» Your assignment
Gather every line from the entries below that includes "check".

» Dataset content
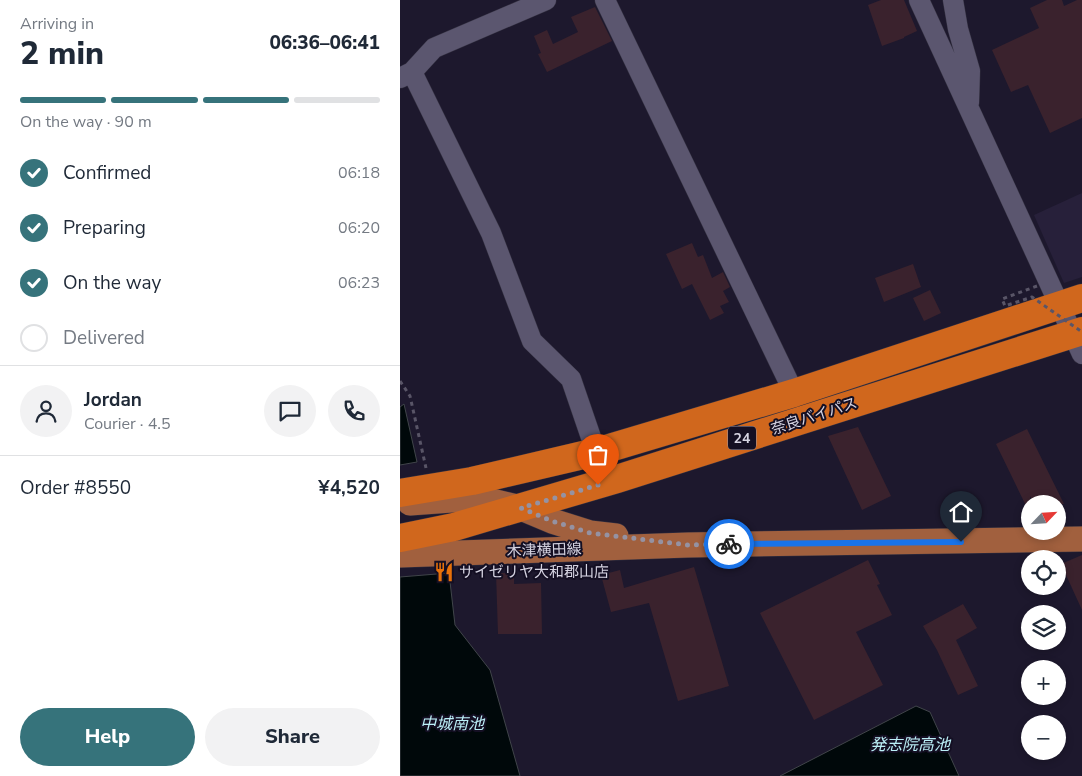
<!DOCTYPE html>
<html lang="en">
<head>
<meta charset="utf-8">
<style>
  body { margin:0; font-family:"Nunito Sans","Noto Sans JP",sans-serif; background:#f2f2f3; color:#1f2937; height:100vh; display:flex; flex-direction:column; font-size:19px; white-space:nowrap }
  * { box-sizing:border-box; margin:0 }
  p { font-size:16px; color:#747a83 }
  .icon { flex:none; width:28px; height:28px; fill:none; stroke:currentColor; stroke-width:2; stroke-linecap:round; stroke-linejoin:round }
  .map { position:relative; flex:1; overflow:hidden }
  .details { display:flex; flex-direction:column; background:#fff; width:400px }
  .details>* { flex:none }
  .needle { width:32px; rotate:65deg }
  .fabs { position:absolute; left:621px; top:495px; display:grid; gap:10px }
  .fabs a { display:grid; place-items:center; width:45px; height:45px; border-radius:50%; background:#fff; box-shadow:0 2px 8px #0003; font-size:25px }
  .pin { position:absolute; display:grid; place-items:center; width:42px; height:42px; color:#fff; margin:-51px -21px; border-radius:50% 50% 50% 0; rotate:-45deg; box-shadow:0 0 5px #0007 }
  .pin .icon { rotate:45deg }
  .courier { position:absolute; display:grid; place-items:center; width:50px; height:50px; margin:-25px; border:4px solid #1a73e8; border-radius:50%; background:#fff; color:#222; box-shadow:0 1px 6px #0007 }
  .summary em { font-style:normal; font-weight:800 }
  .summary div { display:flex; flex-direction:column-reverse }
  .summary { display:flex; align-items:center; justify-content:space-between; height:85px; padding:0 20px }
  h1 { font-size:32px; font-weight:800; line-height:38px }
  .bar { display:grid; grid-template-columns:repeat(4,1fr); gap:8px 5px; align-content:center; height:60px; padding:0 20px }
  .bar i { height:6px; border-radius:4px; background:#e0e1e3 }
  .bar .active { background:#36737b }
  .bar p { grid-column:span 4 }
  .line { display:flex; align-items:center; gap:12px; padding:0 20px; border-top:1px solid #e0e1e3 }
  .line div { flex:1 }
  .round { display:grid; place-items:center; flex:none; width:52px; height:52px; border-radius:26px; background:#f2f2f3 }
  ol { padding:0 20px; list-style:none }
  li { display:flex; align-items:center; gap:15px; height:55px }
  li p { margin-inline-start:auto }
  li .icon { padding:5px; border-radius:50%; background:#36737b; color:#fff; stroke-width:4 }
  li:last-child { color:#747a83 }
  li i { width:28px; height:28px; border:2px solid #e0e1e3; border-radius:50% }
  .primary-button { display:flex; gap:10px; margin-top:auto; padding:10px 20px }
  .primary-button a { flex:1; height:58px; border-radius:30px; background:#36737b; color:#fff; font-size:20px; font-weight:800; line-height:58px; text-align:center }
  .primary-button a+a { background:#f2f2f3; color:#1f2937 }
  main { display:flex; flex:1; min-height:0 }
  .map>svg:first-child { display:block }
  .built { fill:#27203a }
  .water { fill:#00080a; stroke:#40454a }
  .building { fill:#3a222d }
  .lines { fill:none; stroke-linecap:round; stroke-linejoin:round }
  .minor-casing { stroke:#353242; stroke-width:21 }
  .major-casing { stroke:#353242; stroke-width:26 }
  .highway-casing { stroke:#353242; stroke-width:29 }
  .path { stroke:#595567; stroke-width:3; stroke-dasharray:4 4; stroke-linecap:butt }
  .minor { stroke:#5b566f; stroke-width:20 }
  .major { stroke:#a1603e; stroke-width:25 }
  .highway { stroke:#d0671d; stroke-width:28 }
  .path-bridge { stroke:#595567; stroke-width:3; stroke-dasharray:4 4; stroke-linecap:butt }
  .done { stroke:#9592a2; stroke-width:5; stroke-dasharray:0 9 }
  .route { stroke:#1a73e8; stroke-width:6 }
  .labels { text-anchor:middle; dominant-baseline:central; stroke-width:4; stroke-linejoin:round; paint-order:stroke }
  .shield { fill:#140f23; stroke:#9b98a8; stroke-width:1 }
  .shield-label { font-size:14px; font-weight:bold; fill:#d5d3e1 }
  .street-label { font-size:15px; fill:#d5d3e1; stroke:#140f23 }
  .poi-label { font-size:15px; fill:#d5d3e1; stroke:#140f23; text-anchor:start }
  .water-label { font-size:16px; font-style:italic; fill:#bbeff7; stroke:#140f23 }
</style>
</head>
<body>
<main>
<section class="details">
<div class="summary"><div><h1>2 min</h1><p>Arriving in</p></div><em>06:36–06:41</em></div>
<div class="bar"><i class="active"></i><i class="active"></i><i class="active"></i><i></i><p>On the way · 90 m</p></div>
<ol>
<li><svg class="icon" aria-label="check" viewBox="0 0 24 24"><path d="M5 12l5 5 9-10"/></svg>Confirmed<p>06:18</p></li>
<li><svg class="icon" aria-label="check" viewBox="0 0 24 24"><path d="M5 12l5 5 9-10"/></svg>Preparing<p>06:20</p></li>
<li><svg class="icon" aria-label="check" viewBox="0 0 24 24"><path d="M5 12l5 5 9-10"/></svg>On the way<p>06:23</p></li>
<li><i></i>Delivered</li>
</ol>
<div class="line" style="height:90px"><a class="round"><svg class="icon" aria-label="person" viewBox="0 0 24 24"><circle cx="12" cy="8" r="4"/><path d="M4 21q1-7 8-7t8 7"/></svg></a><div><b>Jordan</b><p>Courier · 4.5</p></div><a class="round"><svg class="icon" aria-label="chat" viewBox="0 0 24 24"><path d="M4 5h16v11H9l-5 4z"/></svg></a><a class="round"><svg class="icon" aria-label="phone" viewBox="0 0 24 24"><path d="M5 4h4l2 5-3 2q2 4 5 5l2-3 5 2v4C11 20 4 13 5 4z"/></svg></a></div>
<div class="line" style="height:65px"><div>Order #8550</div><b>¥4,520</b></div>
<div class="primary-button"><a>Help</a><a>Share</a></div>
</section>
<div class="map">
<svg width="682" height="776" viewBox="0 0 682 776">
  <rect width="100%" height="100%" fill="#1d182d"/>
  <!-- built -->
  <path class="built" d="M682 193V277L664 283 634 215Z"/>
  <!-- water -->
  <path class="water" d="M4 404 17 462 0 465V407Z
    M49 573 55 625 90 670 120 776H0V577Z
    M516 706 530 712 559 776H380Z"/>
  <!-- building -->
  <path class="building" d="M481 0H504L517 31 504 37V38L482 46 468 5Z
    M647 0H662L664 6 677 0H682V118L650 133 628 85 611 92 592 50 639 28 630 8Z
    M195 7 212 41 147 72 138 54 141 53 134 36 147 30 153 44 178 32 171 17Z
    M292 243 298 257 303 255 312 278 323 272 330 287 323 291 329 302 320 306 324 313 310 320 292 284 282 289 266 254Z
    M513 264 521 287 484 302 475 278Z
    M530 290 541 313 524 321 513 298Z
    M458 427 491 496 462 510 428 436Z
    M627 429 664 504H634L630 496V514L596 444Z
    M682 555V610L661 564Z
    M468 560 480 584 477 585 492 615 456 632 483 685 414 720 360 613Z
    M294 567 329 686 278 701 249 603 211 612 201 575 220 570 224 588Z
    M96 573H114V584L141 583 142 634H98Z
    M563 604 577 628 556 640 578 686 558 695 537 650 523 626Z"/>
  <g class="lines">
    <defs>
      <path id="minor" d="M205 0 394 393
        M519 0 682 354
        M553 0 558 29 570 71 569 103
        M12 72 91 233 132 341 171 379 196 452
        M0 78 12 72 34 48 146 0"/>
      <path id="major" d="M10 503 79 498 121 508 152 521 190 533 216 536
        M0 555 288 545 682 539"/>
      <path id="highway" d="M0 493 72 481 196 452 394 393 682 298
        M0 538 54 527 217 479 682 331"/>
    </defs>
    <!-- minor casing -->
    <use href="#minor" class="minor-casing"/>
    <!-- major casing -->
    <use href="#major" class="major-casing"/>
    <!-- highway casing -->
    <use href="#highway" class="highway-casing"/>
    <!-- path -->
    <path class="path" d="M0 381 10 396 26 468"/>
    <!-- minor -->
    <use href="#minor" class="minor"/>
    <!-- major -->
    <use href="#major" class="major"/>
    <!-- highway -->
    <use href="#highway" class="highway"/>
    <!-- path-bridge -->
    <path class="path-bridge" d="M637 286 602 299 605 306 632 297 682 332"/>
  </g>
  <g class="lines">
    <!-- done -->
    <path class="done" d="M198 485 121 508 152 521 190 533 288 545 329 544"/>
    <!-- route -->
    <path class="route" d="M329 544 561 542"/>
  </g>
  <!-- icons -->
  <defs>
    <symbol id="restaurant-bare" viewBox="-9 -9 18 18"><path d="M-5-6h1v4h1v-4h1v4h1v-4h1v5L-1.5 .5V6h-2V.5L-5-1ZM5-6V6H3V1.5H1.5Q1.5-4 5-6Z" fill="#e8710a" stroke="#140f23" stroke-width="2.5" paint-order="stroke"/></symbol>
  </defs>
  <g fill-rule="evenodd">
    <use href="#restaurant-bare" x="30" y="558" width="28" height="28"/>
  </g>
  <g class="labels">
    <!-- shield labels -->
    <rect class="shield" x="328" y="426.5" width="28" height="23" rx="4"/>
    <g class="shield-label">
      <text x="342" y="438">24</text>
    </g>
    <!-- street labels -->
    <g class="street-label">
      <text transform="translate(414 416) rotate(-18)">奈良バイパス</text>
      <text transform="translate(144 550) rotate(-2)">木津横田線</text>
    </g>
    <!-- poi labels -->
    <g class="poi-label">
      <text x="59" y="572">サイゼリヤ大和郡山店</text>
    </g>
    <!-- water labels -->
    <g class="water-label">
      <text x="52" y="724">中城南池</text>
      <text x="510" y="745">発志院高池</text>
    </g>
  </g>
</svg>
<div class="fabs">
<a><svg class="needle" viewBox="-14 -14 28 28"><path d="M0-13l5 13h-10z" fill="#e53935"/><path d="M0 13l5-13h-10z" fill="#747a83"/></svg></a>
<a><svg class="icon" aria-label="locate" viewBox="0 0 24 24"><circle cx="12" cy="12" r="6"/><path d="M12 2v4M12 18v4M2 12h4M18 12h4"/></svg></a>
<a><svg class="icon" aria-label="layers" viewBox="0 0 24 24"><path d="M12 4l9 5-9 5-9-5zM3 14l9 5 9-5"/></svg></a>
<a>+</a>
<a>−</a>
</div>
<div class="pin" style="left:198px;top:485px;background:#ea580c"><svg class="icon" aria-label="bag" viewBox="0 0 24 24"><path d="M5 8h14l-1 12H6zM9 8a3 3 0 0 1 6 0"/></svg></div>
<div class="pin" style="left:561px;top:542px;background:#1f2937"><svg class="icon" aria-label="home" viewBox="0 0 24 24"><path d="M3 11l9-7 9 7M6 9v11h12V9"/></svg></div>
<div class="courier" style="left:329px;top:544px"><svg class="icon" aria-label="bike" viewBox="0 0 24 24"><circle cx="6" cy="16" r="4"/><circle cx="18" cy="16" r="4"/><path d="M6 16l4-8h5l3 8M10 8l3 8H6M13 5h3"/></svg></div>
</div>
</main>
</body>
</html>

» Answer below
<li><svg class="icon" aria-label="check" viewBox="0 0 24 24"><path d="M5 12l5 5 9-10"/></svg>Confirmed<p>06:18</p></li>
<li><svg class="icon" aria-label="check" viewBox="0 0 24 24"><path d="M5 12l5 5 9-10"/></svg>Preparing<p>06:20</p></li>
<li><svg class="icon" aria-label="check" viewBox="0 0 24 24"><path d="M5 12l5 5 9-10"/></svg>On the way<p>06:23</p></li>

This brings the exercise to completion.